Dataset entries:
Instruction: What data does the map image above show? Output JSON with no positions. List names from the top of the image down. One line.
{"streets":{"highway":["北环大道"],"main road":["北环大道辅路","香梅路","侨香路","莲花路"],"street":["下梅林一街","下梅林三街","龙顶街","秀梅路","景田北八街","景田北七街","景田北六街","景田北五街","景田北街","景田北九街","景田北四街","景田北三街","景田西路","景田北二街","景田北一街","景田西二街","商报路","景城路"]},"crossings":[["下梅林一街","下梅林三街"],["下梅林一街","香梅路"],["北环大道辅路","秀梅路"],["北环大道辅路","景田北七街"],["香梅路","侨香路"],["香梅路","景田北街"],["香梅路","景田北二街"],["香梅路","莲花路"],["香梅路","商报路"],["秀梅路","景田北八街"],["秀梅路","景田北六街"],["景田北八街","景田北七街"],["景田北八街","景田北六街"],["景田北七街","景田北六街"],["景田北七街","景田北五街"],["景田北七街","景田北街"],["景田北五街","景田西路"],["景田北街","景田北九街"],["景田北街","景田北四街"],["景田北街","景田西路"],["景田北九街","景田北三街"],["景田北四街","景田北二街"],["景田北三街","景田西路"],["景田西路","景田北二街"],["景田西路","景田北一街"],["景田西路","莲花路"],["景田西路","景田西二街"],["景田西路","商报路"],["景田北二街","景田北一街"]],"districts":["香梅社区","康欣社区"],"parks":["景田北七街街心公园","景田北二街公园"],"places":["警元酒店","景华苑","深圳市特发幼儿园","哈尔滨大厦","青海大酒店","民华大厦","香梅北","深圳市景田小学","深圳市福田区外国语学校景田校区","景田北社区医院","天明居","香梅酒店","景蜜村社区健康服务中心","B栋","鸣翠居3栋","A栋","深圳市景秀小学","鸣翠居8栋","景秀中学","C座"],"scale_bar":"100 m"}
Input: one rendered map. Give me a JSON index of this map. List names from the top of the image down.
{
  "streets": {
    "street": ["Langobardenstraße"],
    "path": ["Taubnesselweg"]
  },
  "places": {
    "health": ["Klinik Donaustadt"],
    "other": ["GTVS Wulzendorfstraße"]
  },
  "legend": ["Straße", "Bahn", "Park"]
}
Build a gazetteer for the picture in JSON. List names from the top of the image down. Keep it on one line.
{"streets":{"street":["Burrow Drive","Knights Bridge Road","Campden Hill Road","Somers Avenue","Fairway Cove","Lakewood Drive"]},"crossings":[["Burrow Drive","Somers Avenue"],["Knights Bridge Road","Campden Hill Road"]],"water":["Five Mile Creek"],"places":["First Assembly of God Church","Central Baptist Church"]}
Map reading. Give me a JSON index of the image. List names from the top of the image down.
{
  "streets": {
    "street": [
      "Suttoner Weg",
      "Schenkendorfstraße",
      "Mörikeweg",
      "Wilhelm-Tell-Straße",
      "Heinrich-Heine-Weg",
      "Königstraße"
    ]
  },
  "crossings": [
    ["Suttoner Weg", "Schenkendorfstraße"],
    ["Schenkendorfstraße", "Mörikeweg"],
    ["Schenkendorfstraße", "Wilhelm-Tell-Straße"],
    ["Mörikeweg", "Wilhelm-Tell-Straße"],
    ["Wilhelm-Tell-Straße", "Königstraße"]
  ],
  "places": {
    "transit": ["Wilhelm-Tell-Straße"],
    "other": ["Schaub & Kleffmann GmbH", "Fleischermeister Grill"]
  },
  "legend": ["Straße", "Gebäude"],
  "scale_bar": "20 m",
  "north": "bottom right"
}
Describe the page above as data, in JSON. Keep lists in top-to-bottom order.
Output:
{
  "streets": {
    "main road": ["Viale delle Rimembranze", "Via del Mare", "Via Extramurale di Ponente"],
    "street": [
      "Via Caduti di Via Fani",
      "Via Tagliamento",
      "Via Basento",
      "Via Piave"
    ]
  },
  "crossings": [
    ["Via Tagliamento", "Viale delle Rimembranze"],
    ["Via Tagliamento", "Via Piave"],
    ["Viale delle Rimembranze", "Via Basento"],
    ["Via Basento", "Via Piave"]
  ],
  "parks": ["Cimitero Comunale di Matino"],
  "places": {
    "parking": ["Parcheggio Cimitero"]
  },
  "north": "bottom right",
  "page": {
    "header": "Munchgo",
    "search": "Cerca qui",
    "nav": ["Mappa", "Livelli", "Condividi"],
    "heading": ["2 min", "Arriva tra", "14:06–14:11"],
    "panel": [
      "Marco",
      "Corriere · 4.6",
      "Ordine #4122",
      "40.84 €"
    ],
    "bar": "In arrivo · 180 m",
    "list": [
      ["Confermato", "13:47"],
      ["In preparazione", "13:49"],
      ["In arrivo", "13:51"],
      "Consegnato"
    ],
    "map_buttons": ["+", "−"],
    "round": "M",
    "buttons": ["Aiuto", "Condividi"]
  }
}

## TO DO
The job here is to find each line above with the word "Tell" and copy it.

## WRITTEN SOLUTION
      "Wilhelm-Tell-Straße",
    ["Schenkendorfstraße", "Wilhelm-Tell-Straße"],
    ["Mörikeweg", "Wilhelm-Tell-Straße"],
    ["Wilhelm-Tell-Straße", "Königstraße"]
    "transit": ["Wilhelm-Tell-Straße"],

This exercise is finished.